▶ [REQUIRED WORK] Please return every line of the records that contains the word "screen".

▶ [Records contained in a dataset]
▽

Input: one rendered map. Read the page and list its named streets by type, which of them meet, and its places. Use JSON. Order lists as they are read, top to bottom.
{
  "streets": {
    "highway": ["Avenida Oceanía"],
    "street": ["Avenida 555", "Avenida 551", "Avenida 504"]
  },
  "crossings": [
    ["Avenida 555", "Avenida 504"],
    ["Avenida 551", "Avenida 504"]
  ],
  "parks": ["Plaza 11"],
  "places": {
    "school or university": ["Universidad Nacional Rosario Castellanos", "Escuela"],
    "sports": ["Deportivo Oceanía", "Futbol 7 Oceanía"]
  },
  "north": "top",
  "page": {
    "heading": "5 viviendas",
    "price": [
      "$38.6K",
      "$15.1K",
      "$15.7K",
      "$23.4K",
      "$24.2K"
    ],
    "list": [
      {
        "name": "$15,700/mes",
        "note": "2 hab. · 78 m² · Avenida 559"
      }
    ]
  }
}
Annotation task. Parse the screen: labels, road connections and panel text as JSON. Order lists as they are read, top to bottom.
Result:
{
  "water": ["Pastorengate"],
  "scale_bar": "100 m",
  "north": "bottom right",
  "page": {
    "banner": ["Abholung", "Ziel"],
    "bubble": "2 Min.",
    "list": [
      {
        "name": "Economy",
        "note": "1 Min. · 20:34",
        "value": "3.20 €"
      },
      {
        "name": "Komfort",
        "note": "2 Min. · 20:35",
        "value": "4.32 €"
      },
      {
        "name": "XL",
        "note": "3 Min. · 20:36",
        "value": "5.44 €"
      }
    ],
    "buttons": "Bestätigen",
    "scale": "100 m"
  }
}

△
▽

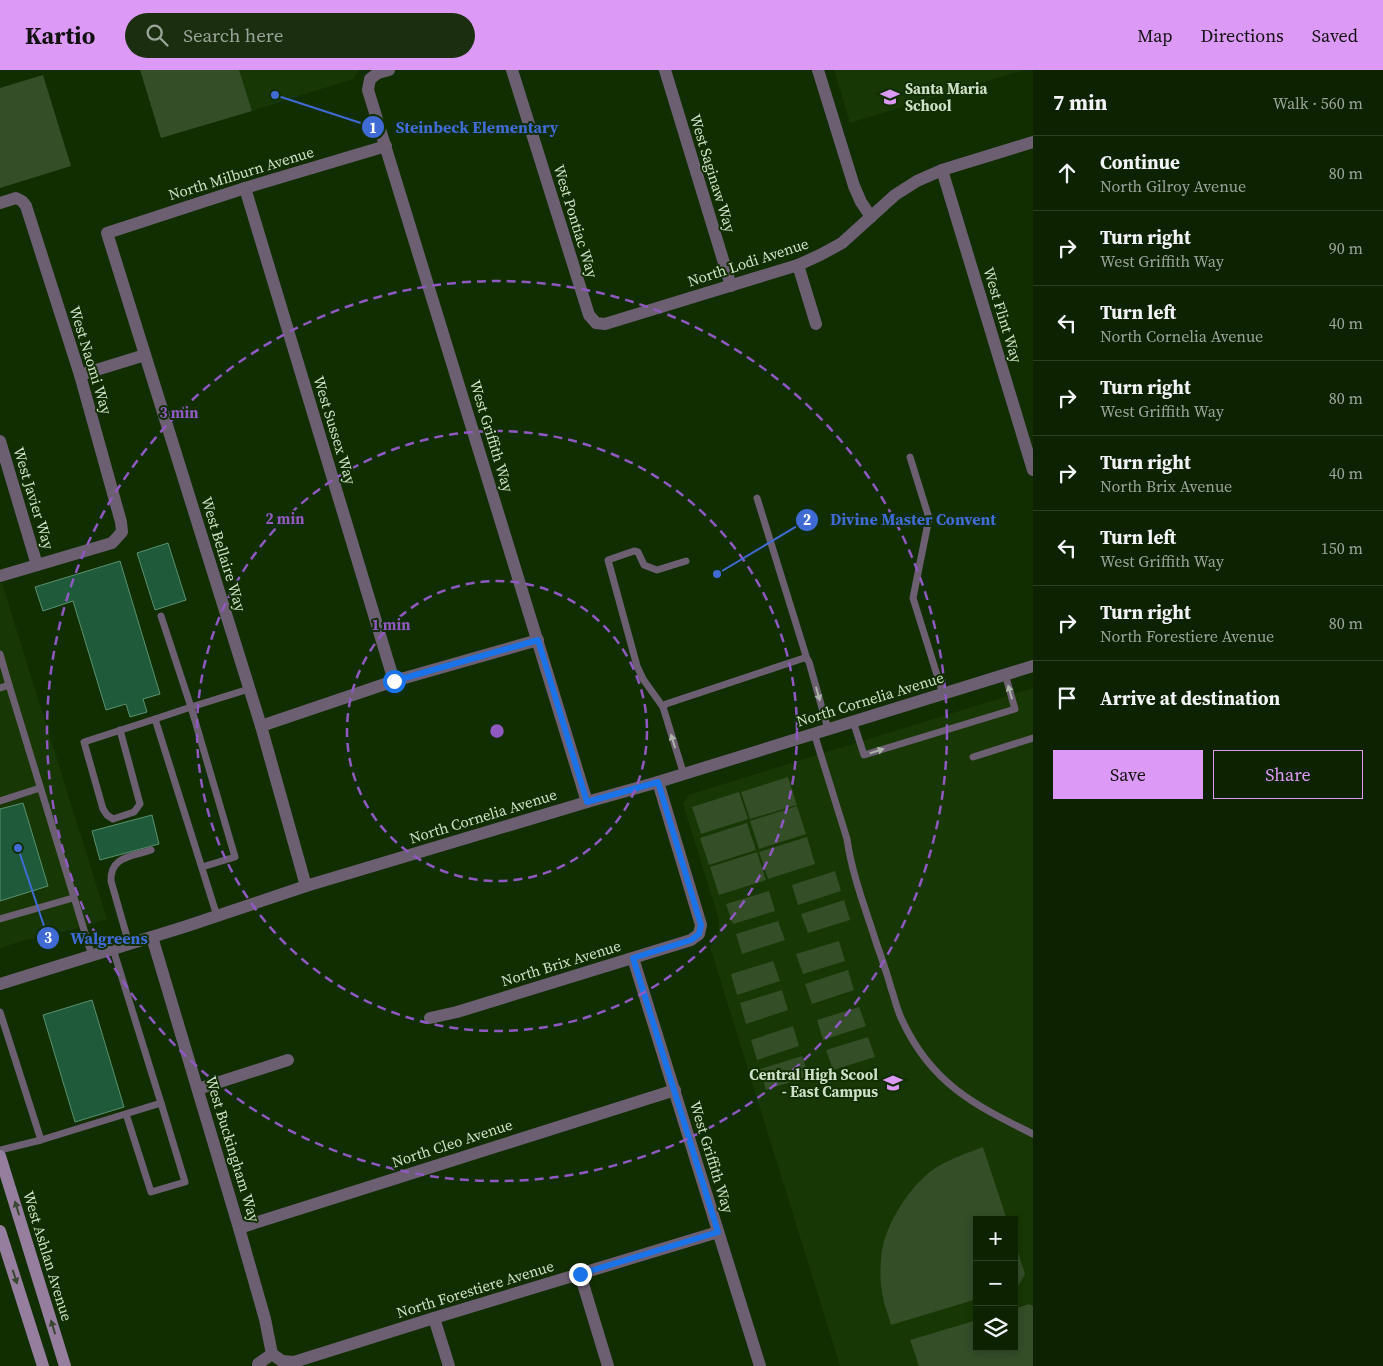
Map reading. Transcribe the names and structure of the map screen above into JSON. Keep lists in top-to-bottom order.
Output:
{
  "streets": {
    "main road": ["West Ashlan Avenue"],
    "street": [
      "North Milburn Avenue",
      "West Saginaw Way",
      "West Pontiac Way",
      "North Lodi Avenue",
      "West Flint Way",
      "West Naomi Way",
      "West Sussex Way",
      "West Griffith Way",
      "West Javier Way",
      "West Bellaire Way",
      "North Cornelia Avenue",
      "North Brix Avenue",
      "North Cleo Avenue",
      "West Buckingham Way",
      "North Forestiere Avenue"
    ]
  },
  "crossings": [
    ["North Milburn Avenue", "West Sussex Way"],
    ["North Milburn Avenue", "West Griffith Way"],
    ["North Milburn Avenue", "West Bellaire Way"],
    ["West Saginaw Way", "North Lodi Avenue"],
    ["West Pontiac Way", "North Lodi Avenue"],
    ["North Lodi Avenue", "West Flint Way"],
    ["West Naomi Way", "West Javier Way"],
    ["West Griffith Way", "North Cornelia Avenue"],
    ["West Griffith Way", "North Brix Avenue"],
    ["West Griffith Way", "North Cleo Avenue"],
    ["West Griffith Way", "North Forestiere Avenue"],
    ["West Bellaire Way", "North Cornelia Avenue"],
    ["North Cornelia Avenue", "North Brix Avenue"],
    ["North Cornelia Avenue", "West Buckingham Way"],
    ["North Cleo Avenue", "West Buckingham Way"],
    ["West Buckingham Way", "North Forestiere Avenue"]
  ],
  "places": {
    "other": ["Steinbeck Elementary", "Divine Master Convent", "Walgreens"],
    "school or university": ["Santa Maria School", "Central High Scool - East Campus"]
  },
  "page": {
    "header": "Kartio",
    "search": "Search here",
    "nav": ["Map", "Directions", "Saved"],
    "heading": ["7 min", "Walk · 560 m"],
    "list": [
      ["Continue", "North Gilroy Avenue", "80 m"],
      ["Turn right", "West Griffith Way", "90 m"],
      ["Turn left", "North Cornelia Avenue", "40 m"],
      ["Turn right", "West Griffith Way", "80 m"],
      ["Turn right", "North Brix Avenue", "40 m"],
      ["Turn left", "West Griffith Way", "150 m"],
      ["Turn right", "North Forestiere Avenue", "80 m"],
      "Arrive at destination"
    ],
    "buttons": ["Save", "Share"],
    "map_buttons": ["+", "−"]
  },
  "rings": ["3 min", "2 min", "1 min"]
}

△
▽

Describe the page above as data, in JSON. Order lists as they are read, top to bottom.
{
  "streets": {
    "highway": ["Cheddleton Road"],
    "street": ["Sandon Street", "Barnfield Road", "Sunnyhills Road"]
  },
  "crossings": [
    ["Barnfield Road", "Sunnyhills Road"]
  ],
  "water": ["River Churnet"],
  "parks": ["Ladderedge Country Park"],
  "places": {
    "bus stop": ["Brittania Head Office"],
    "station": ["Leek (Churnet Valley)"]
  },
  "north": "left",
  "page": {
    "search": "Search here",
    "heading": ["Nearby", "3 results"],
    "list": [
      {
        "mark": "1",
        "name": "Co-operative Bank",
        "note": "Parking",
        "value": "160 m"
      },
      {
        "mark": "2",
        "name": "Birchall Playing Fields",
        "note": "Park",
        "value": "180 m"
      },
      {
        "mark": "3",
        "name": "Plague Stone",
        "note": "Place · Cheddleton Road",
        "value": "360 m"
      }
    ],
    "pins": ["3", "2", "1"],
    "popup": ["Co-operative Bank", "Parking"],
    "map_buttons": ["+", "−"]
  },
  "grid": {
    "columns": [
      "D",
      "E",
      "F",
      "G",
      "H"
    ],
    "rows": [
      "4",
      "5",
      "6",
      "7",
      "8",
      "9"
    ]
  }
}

△

▶ [WRITTEN ANSWER]
Annotation task. Parse the screen: labels, road connections and panel text as JSON. Order lists as they are read, top to bottom.
Map reading. Transcribe the names and structure of the map screen above into JSON. Keep lists in top-to-bottom order.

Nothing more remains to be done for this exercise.